**What is required**
Transcribe the records that follow, preserving every word.

[Items from a dataset]
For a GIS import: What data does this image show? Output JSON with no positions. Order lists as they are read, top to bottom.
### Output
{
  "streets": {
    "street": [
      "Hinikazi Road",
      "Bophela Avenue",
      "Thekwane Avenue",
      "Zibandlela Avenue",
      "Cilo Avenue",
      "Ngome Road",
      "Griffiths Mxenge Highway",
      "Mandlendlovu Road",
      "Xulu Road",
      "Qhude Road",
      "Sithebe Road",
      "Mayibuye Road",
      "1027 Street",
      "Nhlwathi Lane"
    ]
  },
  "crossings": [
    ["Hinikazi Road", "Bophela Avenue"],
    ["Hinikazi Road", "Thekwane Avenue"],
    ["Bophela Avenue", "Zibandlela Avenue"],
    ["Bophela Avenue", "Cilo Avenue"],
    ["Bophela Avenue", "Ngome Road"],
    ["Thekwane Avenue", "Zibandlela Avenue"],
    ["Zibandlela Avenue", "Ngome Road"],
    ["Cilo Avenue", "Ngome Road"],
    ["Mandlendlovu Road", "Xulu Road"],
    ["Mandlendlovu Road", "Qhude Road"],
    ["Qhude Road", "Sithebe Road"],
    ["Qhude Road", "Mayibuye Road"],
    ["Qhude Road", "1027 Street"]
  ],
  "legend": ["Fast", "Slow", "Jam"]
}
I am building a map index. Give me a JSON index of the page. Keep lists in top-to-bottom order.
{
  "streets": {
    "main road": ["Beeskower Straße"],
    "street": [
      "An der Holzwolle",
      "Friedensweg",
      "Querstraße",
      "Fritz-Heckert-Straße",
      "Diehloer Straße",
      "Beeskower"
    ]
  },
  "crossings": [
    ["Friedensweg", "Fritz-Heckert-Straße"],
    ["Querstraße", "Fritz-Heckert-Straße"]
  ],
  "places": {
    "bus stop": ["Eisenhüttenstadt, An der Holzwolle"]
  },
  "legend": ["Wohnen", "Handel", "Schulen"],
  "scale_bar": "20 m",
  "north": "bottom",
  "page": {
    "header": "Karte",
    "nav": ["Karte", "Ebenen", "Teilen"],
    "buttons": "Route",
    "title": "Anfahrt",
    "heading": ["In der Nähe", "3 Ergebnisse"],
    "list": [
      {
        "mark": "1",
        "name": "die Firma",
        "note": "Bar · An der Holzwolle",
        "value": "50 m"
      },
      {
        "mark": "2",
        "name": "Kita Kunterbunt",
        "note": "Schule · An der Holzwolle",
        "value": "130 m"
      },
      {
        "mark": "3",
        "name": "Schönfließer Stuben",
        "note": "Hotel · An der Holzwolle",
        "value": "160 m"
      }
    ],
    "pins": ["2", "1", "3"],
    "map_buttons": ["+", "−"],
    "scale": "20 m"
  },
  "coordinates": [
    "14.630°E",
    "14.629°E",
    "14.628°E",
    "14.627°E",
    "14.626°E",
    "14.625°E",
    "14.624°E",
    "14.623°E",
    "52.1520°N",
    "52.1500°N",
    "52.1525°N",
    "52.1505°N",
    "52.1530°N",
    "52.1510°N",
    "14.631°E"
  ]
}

**Result**
For a GIS import: What data does this image show? Output JSON with no positions. Order lists as they are read, top to bottom.
### Output
{
  "streets": {
    "street": [
      "Hinikazi Road",
      "Bophela Avenue",
      "Thekwane Avenue",
      "Zibandlela Avenue",
      "Cilo Avenue",
      "Ngome Road",
      "Griffiths Mxenge Highway",
      "Mandlendlovu Road",
      "Xulu Road",
      "Qhude Road",
      "Sithebe Road",
      "Mayibuye Road",
      "1027 Street",
      "Nhlwathi Lane"
    ]
  },
  "crossings": [
    ["Hinikazi Road", "Bophela Avenue"],
    ["Hinikazi Road", "Thekwane Avenue"],
    ["Bophela Avenue", "Zibandlela Avenue"],
    ["Bophela Avenue", "Cilo Avenue"],
    ["Bophela Avenue", "Ngome Road"],
    ["Thekwane Avenue", "Zibandlela Avenue"],
    ["Zibandlela Avenue", "Ngome Road"],
    ["Cilo Avenue", "Ngome Road"],
    ["Mandlendlovu Road", "Xulu Road"],
    ["Mandlendlovu Road", "Qhude Road"],
    ["Qhude Road", "Sithebe Road"],
    ["Qhude Road", "Mayibuye Road"],
    ["Qhude Road", "1027 Street"]
  ],
  "legend": ["Fast", "Slow", "Jam"]
}
I am building a map index. Give me a JSON index of the page. Keep lists in top-to-bottom order.
{
  "streets": {
    "main road": ["Beeskower Straße"],
    "street": [
      "An der Holzwolle",
      "Friedensweg",
      "Querstraße",
      "Fritz-Heckert-Straße",
      "Diehloer Straße",
      "Beeskower"
    ]
  },
  "crossings": [
    ["Friedensweg", "Fritz-Heckert-Straße"],
    ["Querstraße", "Fritz-Heckert-Straße"]
  ],
  "places": {
    "bus stop": ["Eisenhüttenstadt, An der Holzwolle"]
  },
  "legend": ["Wohnen", "Handel", "Schulen"],
  "scale_bar": "20 m",
  "north": "bottom",
  "page": {
    "header": "Karte",
    "nav": ["Karte", "Ebenen", "Teilen"],
    "buttons": "Route",
    "title": "Anfahrt",
    "heading": ["In der Nähe", "3 Ergebnisse"],
    "list": [
      {
        "mark": "1",
        "name": "die Firma",
        "note": "Bar · An der Holzwolle",
        "value": "50 m"
      },
      {
        "mark": "2",
        "name": "Kita Kunterbunt",
        "note": "Schule · An der Holzwolle",
        "value": "130 m"
      },
      {
        "mark": "3",
        "name": "Schönfließer Stuben",
        "note": "Hotel · An der Holzwolle",
        "value": "160 m"
      }
    ],
    "pins": ["2", "1", "3"],
    "map_buttons": ["+", "−"],
    "scale": "20 m"
  },
  "coordinates": [
    "14.630°E",
    "14.629°E",
    "14.628°E",
    "14.627°E",
    "14.626°E",
    "14.625°E",
    "14.624°E",
    "14.623°E",
    "52.1520°N",
    "52.1500°N",
    "52.1525°N",
    "52.1505°N",
    "52.1530°N",
    "52.1510°N",
    "14.631°E"
  ]
}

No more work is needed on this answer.